WB: I think what characterizes the period of globalization is that national economies are being disarticulated by the processes of global capital and rearticulated mainly as production sites and financial nexus points for corporate capital. What’s happening therefor is the protections that national economies had in the traditional international economy have broken down, and what you now have are economies that are in the process of disintegration. They are being reintegrated into the global economy as part of the production, market and service chains of global capital. So I think this disarticulation, disintegration and the reintegration is what characterizes this period of capital.
This is what people all over the world are really reacting to. The loss of place, the loss of one national economy and of having some space from the volatility of the growth. The loss of sense that the state could act as a protective mechanism visa vi the global economy. That corporations have completely taken over. This is really what we’re talking about.
JH: It seems this creates new problems for labor. How do you see the growth of global capitalism reconfiguring labor, and how do we overcome splits between labor in the Third World and the developed countries? Historically these differences often appeared as splits between reformism and more revolutionary unions. Is globalization deepening this divide, or is there the possibility of a common agenda and greater solidarity?
WB: I think definitely the possibilities for an internationalist response along class lines has increased precisely because corporations have gone all over the world relocating, taking advantage of the differences of labor costs. The possibilities for cross border union organizing at this point are very positive, very immense. But at the same time I don’t think the traditional labor movement has really seen the potential that has emerged here. To some extent the reaction is still quite tentative. Although there is a lot of rhetoric about Third World workers being our brothers and sisters in arms, in fact there is no global organizing drive that makes a primacy of organizing Third World workers where contradictions in fact are sharpest. Much of the energies go into trying to get mechanisms like the social clauses in the WTO and trade agreements. These are basically defensive in character and are really meant mainly to protect the interests of northern workers, rather than advancing the interests of workers as a whole.
What we still have to see and appreciate is that this period of globalization has created tremendous opportunities for real progressive, revolutionary working class organizing. Part of the hesitation and fears and inability to understand this is much of the unions in the North, as well as their extensions in the South, are still very much caught up in the structures of the cold war. The bureaucracies were mainly geared for that period, and there has not been that reconstruction of the international trade union movement to really understand and insert itself into the conditions of the current period.
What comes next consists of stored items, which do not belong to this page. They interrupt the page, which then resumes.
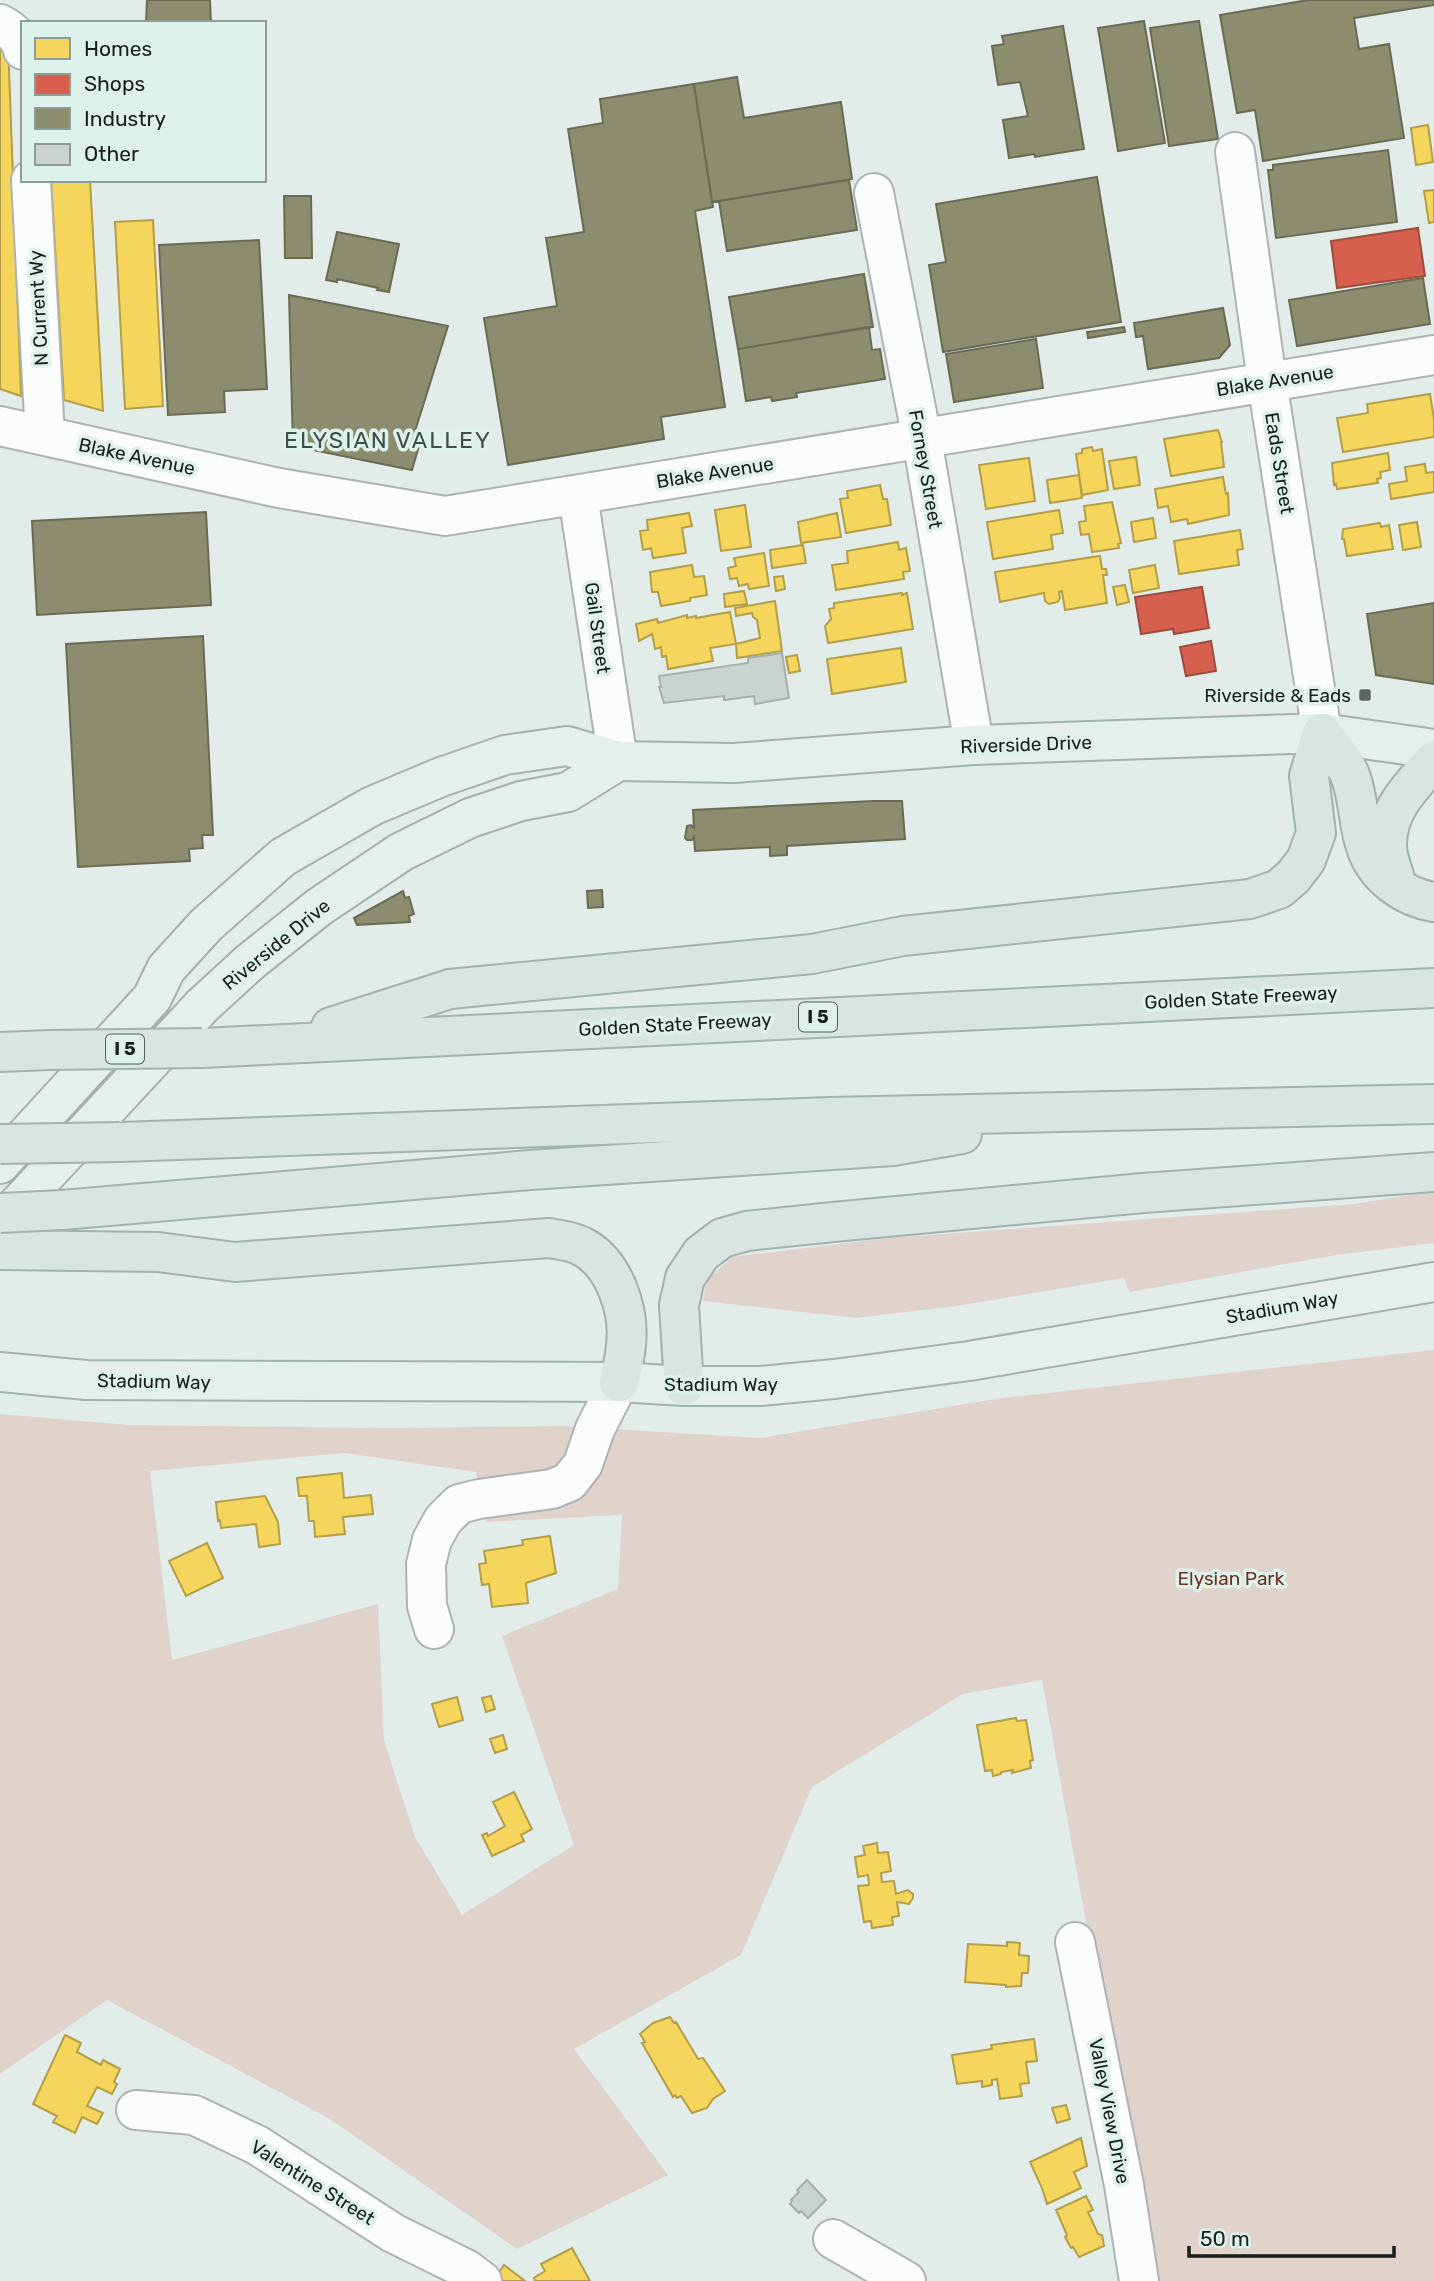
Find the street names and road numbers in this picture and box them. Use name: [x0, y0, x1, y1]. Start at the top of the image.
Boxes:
street label: N Current Wy: [24, 250, 53, 366]
street label: Blake Avenue: [1215, 360, 1335, 401]
street label: Forney Street: [904, 408, 947, 531]
street label: Eads Street: [1260, 411, 1299, 516]
street label: Blake Avenue: [77, 433, 197, 480]
street label: Blake Avenue: [655, 452, 775, 493]
street label: Gail Street: [580, 581, 615, 676]
street label: Riverside Drive: [960, 731, 1092, 758]
street label: Riverside Drive: [218, 894, 335, 995]
street label: Golden State Freeway: [1144, 981, 1338, 1014]
road number: I 5: [799, 1002, 837, 1032]
street label: Golden State Freeway: [578, 1008, 772, 1041]
road number: I 5: [106, 1034, 144, 1064]
street label: Stadium Way: [1224, 1286, 1340, 1329]
street label: Stadium Way: [97, 1369, 211, 1394]
street label: Stadium Way: [664, 1373, 778, 1396]
street label: Valley View Drive: [1084, 2036, 1135, 2186]
street label: Valentine Street: [246, 2135, 380, 2230]

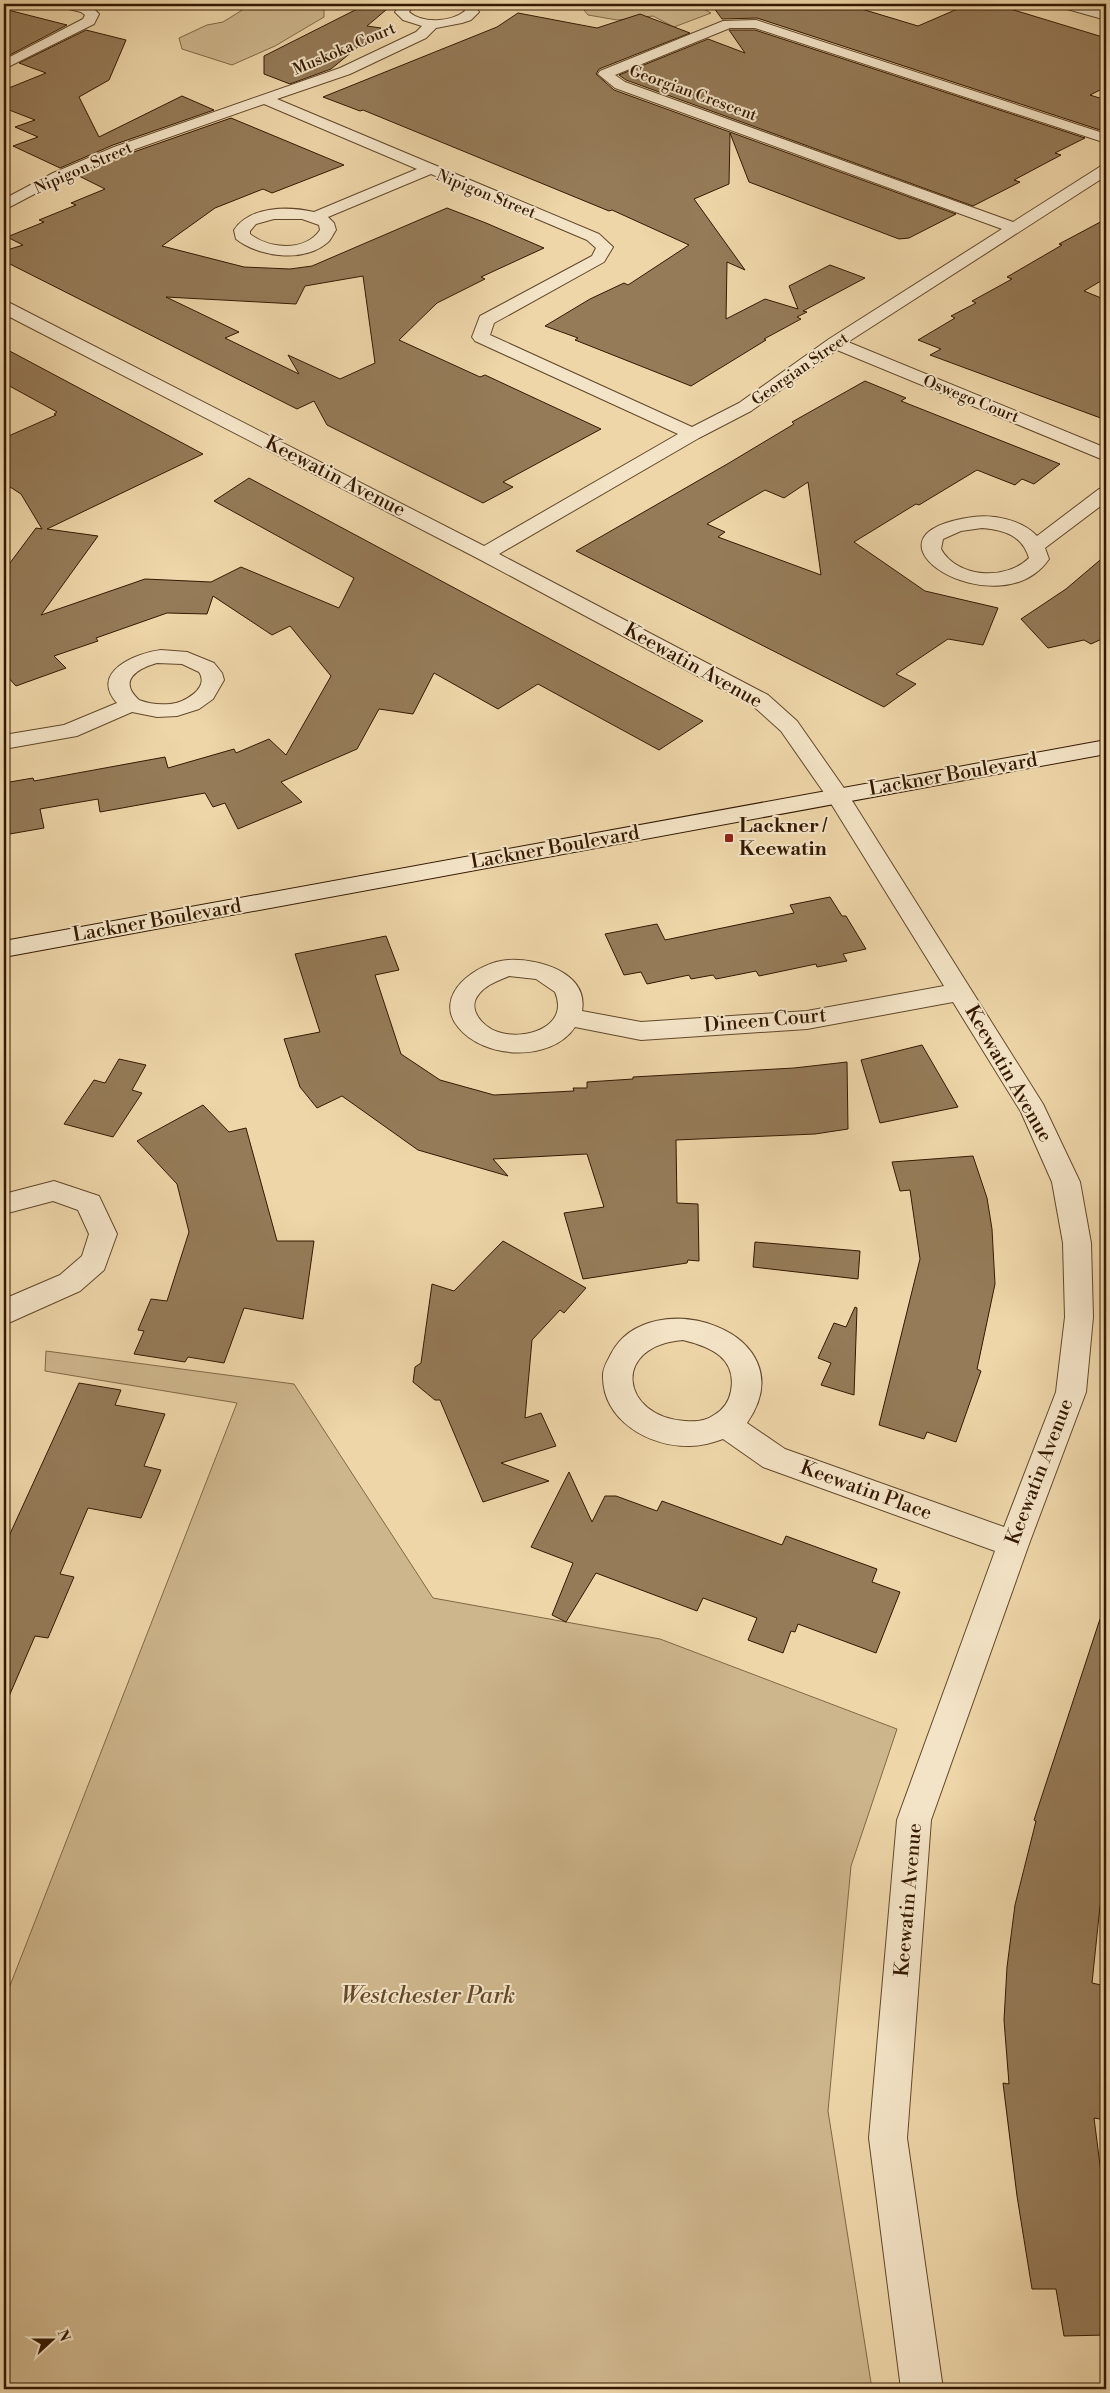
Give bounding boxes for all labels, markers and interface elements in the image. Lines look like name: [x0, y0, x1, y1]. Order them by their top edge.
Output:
street label: Muskoka Court: [290, 18, 399, 80]
street label: Georgian Crescent: [626, 61, 760, 125]
street label: Nipigon Street: [31, 137, 135, 199]
street label: Nipigon Street: [433, 165, 539, 223]
street label: Georgian Street: [748, 328, 853, 410]
street label: Oswego Court: [920, 371, 1022, 427]
street label: Keewatin Avenue: [261, 431, 409, 523]
street label: Keewatin Avenue: [619, 618, 767, 714]
street label: Lackner Boulevard: [867, 748, 1040, 802]
place label: Lackner / Keewatin: [739, 814, 828, 862]
street label: Lackner Boulevard: [469, 821, 642, 875]
marker: Lackner / Keewatin: [723, 832, 735, 844]
street label: Lackner Boulevard: [71, 894, 244, 948]
street label: Keewatin Avenue: [959, 1001, 1057, 1147]
street label: Dineen Court: [703, 1003, 827, 1039]
street label: Keewatin Avenue: [1001, 1395, 1079, 1549]
street label: Keewatin Place: [797, 1456, 935, 1526]
street label: Keewatin Avenue: [890, 1822, 928, 1978]
park label: Westchester Park: [341, 1981, 515, 2011]
north arrow: [28, 2316, 78, 2366]
text: N: [53, 2327, 74, 2344]

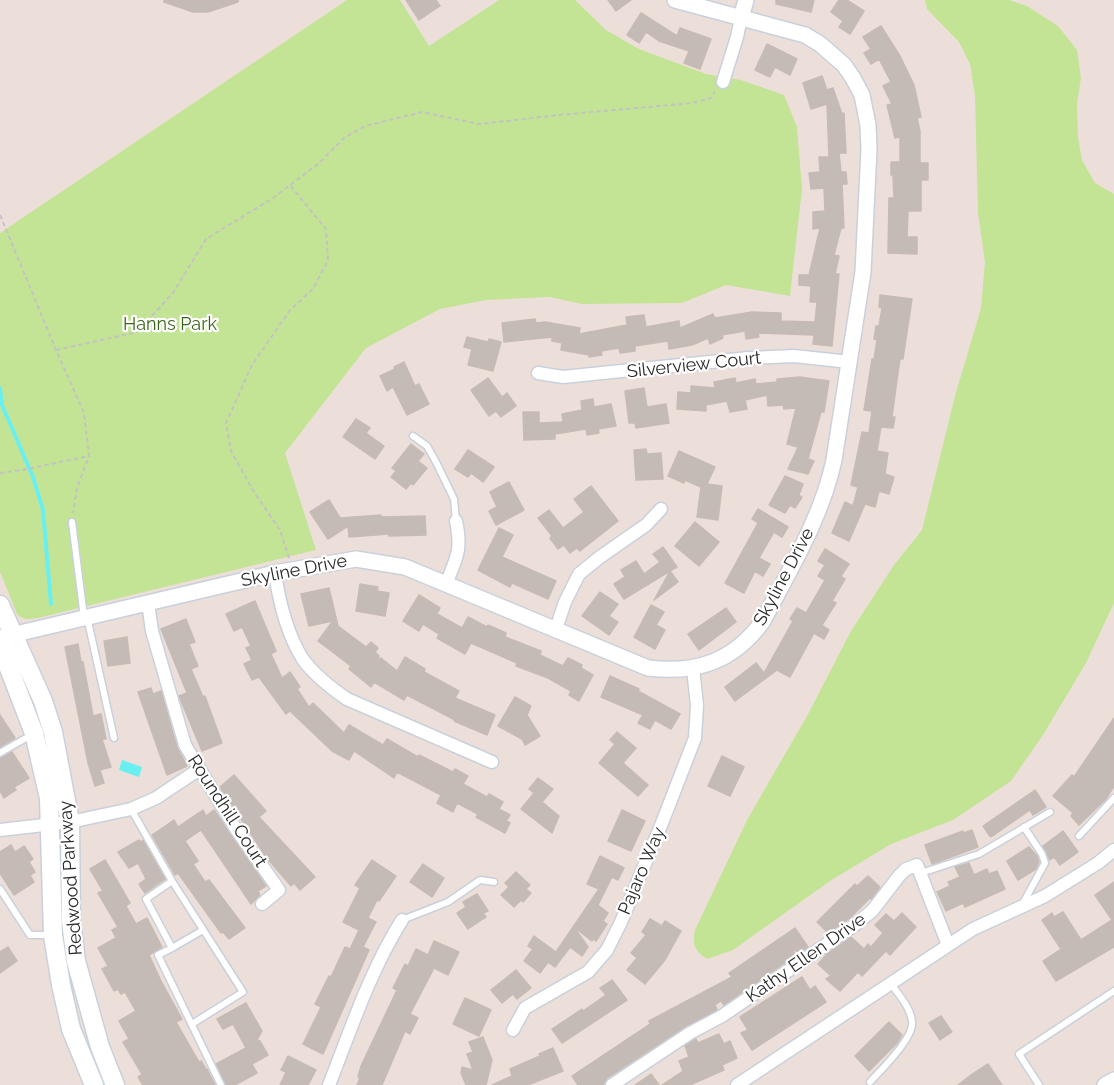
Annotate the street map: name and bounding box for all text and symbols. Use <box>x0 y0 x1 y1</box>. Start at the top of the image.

JH: A lot of the anti-global movement is firmly anti-capitalist, but not socialist. What role do you think Marxists should be playing in the anti-global movement? Do you think our vision of socialism will have to be reinterpreted and redefined for the current period?
WB: I would agree with you that this anti-global movement is anti-capitalist. But I think it is quite suspicious of socialism because it is associated with either the bureaucratic socialism of the Soviet Union, with all that entails in terms of lack of democracy; or with the social democratic variant of Western Europe which helped stabilized capitalism between 1950 and 1980, but which collapsed under the onslaught of neo-liberalism and the Washington Consensus. So this is the image that young people in the anti-globalization movement have of socialism.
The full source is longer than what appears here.